Instead of wooing customers, it’s suing them and so far, it’s clocked up close to 14,000 people.
But the significance of the three women isn’t that they’re among the unfortunate victims.
Rather, they stand out because they’re standing up, defying the Mafia-like labels and their teams of hired legal thugs who work through ‘Settlement Centers’ which aim to terrorize people into paying ‘fees’ which usually start out at $7,500 to be ‘negotiated’ down to around $3,500.
Do you think the superlatives victimize, brutal, terrorize and bizarre are too strong?
They’re not strong enough.
The We’re Not Taking Any More club
Santangelo was the first to take the labels on, represented by Ty Rogers, Ray Beckerman and Dan Singer of New York`s Beldock Levine & Hoffman.
She tells other victims, “Don’t let your fear of these massive companies allow you to deny your belief in your own innocence. Paying these settlements is an admission of guilt. If you’re not guilty of violating the law, don’t pay.”
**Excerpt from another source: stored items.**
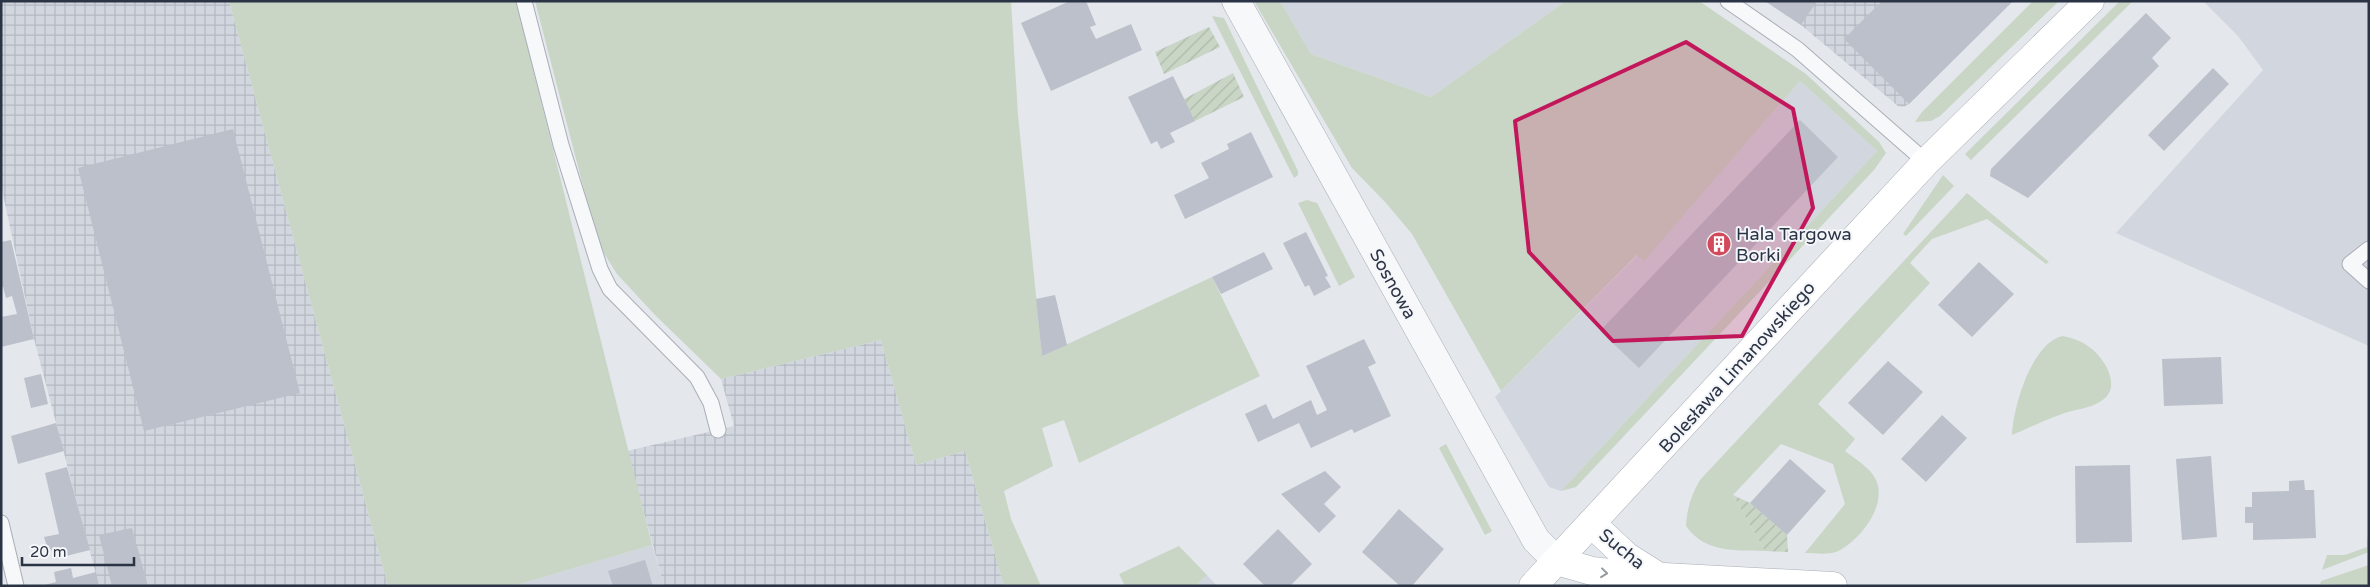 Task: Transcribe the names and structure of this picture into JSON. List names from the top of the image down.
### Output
{
  "streets": {
    "street": ["Sosnowa", "Bolesława Limanowskiego", "Sucha"]
  },
  "crossings": [
    ["Sosnowa", "Bolesława Limanowskiego"],
    ["Bolesława Limanowskiego", "Sucha"]
  ],
  "places": {
    "building": ["Hala Targowa Borki"]
  },
  "scale_bar": "20 m"
} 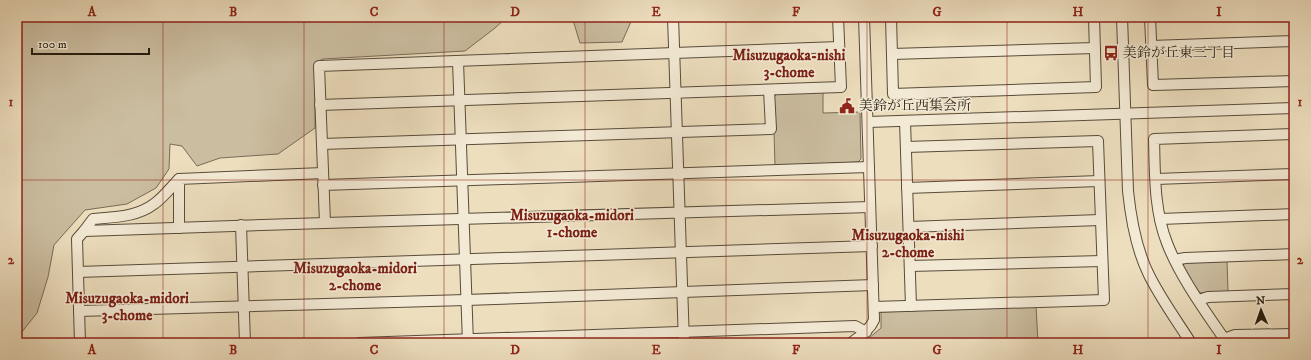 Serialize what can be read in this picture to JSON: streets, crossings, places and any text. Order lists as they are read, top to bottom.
{
  "districts": [
    "Misuzugaoka-nishi 3-chome",
    "Misuzugaoka-midori 1-chome",
    "Misuzugaoka-nishi 2-chome",
    "Misuzugaoka-midori 2-chome",
    "Misuzugaoka-midori 3-chome"
  ],
  "places": {
    "bus stop": ["美鈴が丘東三丁目"],
    "public building": ["美鈴が丘西集会所"]
  },
  "scale_bar": "100 m",
  "north": "top",
  "grid": {
    "columns": [
      "A",
      "B",
      "C",
      "D",
      "E",
      "F",
      "G",
      "H",
      "I"
    ],
    "rows": ["1", "2"]
  }
} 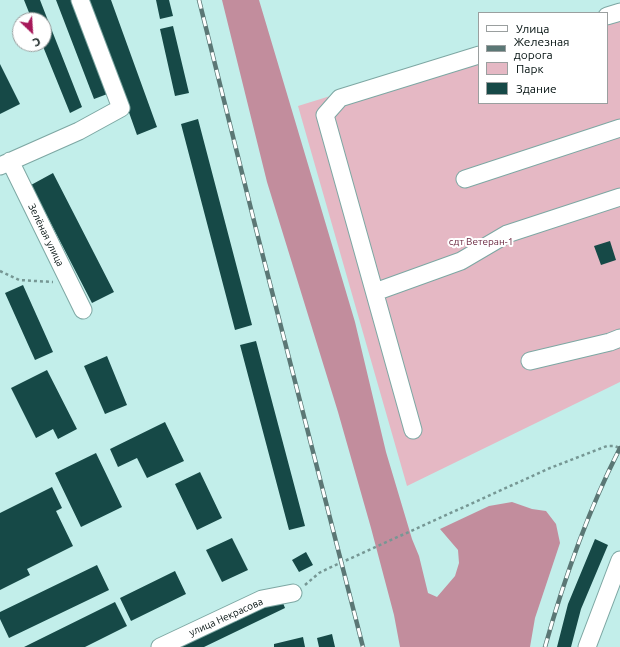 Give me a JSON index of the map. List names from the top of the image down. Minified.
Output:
{"streets":{"street":["Зелёная улица","улица Некрасова"]},"parks":["сдт Ветеран-1"],"legend":["Улица","Железная дорога","Парк","Здание"],"north":"bottom right"} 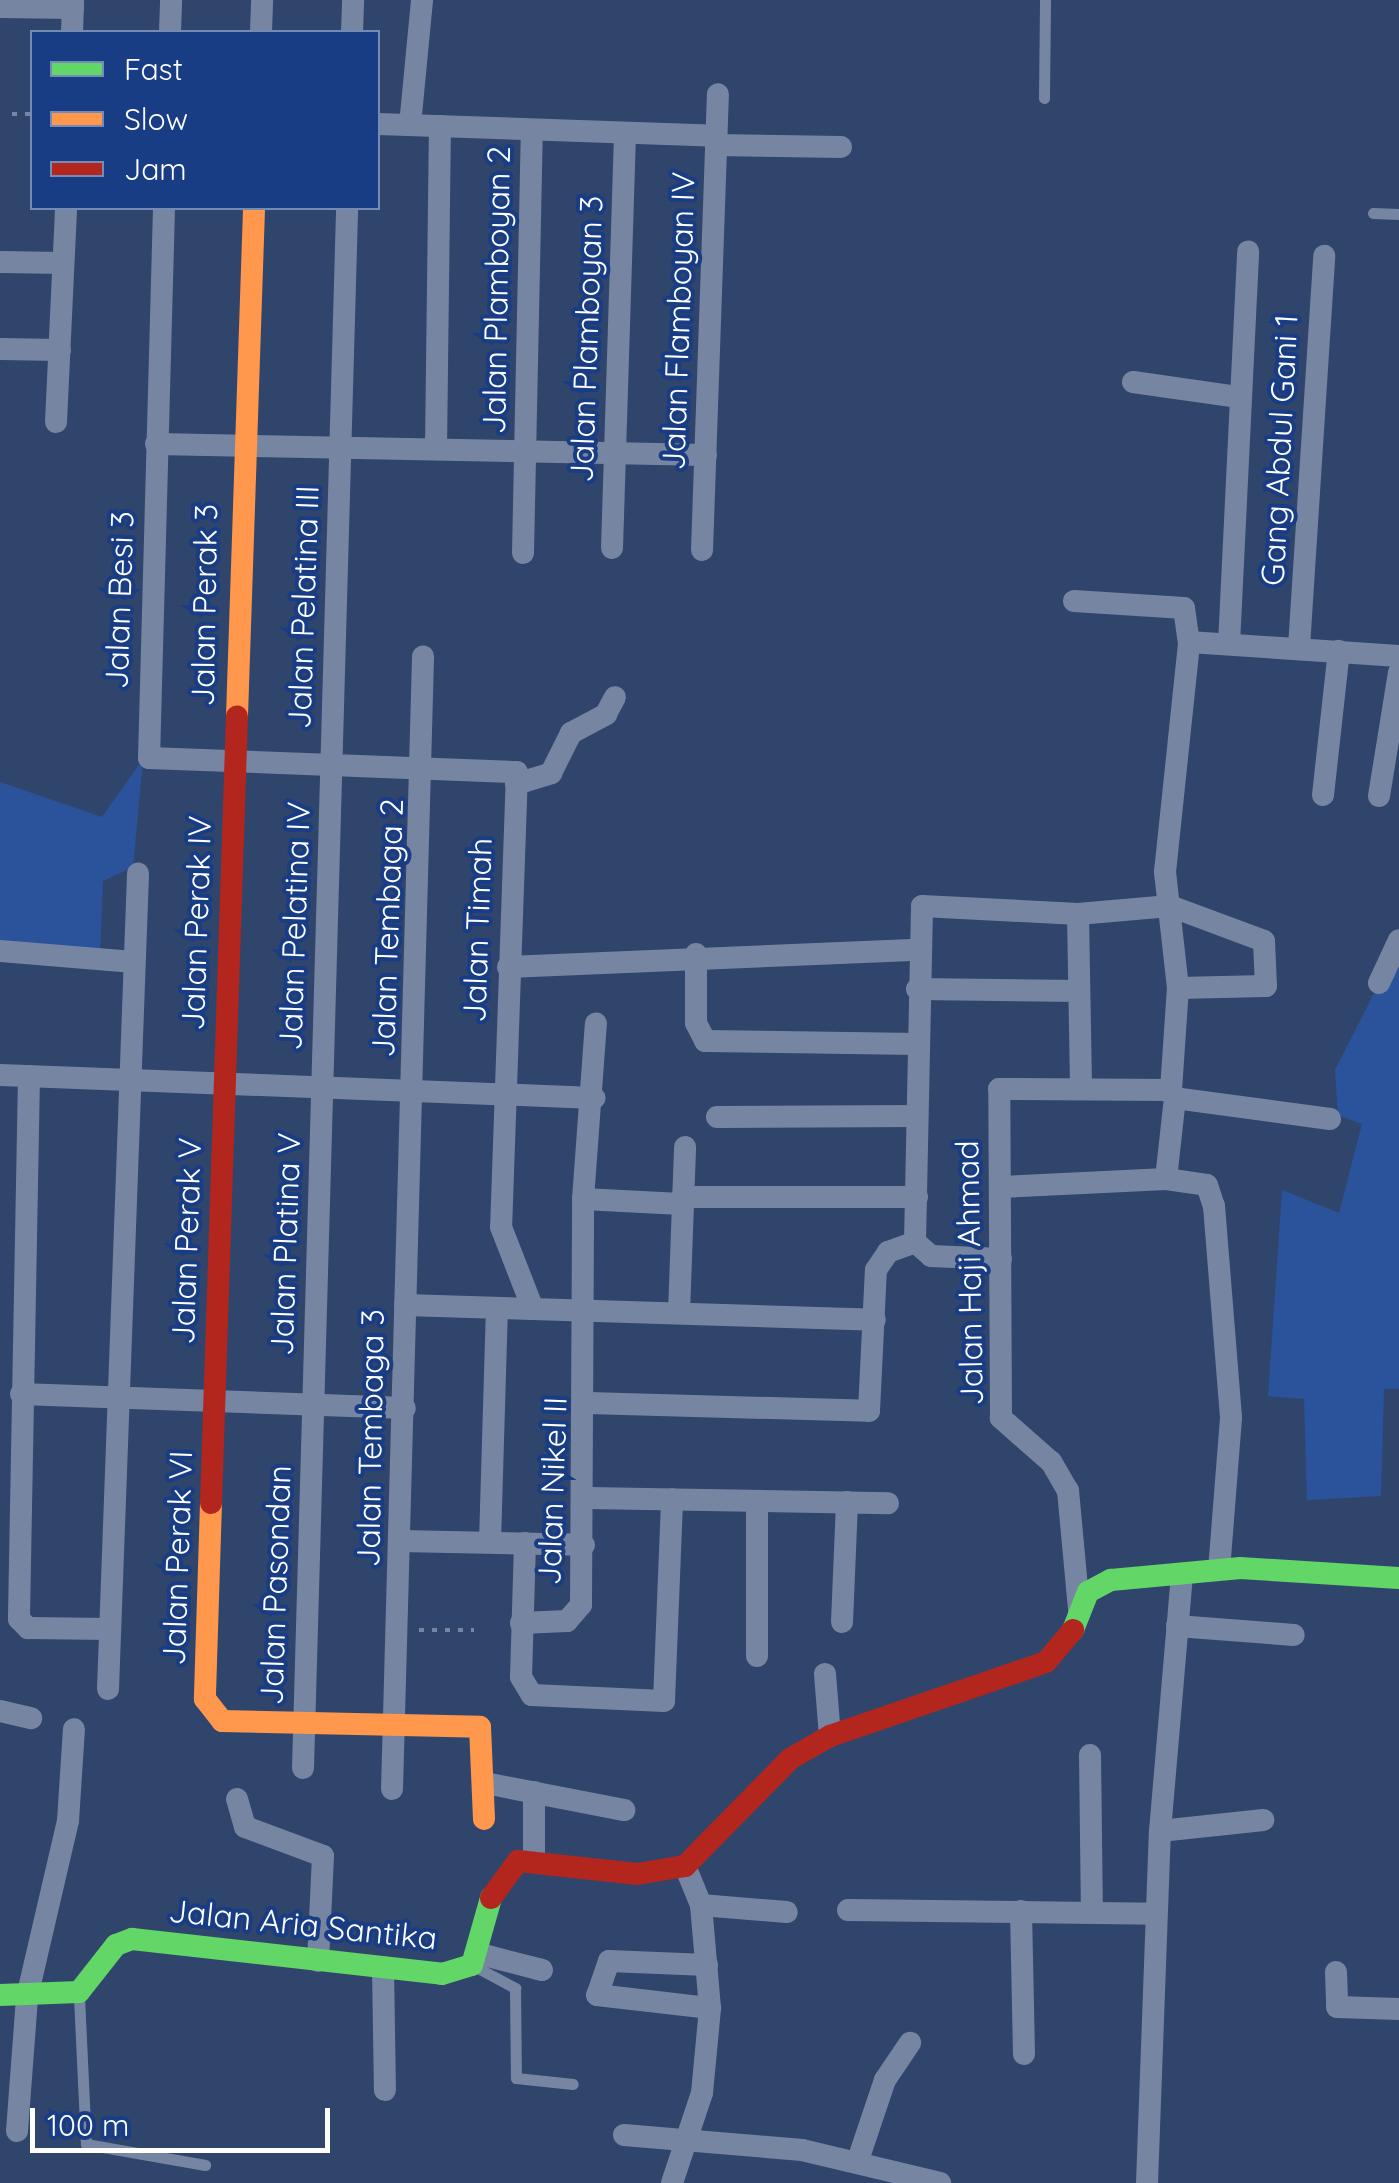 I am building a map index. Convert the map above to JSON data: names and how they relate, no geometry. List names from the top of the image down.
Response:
{
  "streets": {
    "street": [
      "Jalan Plamboyan 2",
      "Jalan Flamboyan IV",
      "Jalan Plamboyan 3",
      "Gang Abdul Gani 1",
      "Jalan Besi 3",
      "Jalan Perak 3",
      "Jalan Pelatina III",
      "Jalan Perak IV",
      "Jalan Pelatina IV",
      "Jalan Tembaga 2",
      "Jalan Timah",
      "Jalan Perak V",
      "Jalan Platina V",
      "Jalan Haji Ahmad",
      "Jalan Tembaga 3",
      "Jalan Nikel II",
      "Jalan Perak VI",
      "Jalan Pasondan",
      "Jalan Aria Santika"
    ]
  },
  "crossings": [
    ["Jalan Besi 3", "Jalan Perak 3"],
    ["Jalan Besi 3", "Jalan Perak IV"],
    ["Jalan Perak 3", "Jalan Perak IV"],
    ["Jalan Pelatina III", "Jalan Pelatina IV"],
    ["Jalan Perak IV", "Jalan Perak V"],
    ["Jalan Pelatina IV", "Jalan Platina V"],
    ["Jalan Tembaga 2", "Jalan Tembaga 3"],
    ["Jalan Perak V", "Jalan Perak VI"],
    ["Jalan Platina V", "Jalan Pasondan"],
    ["Jalan Perak VI", "Jalan Pasondan"]
  ],
  "legend": ["Fast", "Slow", "Jam"],
  "scale_bar": "100 m"
}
Dawnell Leadbetter, backed by Lory Lybeck of Lybeck Murphy in Oregon, says she`s not willing to let the labels walk all over her.
And more recently, Tanya Andersen, also represented by Lybeck, has decided she`s not going to put up with Big Music`s bullying either.
“It was something I got in the mail and that I didn’t quite understand from them stating they were releasing my private information,” she told p2pnet. “They had a subpoena attached and it basically sounded to me when I read it that they were just investigating something and wanted my information.
“I thought, ‘Well I haven’t done anything wrong so I’m not going to worry about it’.”
However, this was far from being an innocuous inquiry. In was the beginning of a nightmare for Anderson. And it’s still going on.
The letter she refers to was from ISP Verizon telling her the company was releasing personal information to the Big Four’s RIAA (Recording Industry Association of America), fronted by one of the Settlement Centers the enforcement unit uses to do its dirty work.
‘I have no money and did not do what is being said’
In a March 6, 2005, letter to Mark Eilers at the Tukwila, Washington, ‘Settlement Centre,’ Andersen states categorically that neither she nor anyone in her household has ever downloaded “illegal” digital files.
“If somehow this activity was to somehow been pinned to me, it was somehow done so fraudulently,” she says. “There is no way it came from my household.
“I have the least expensive computer system you can buy from Dell. The type you order off television for $499.00. It was purchased in the summer of 2002 and has the smallest hard drive they make. I have no cd writer on it and the cd-rom that I do have, does not even work correctly.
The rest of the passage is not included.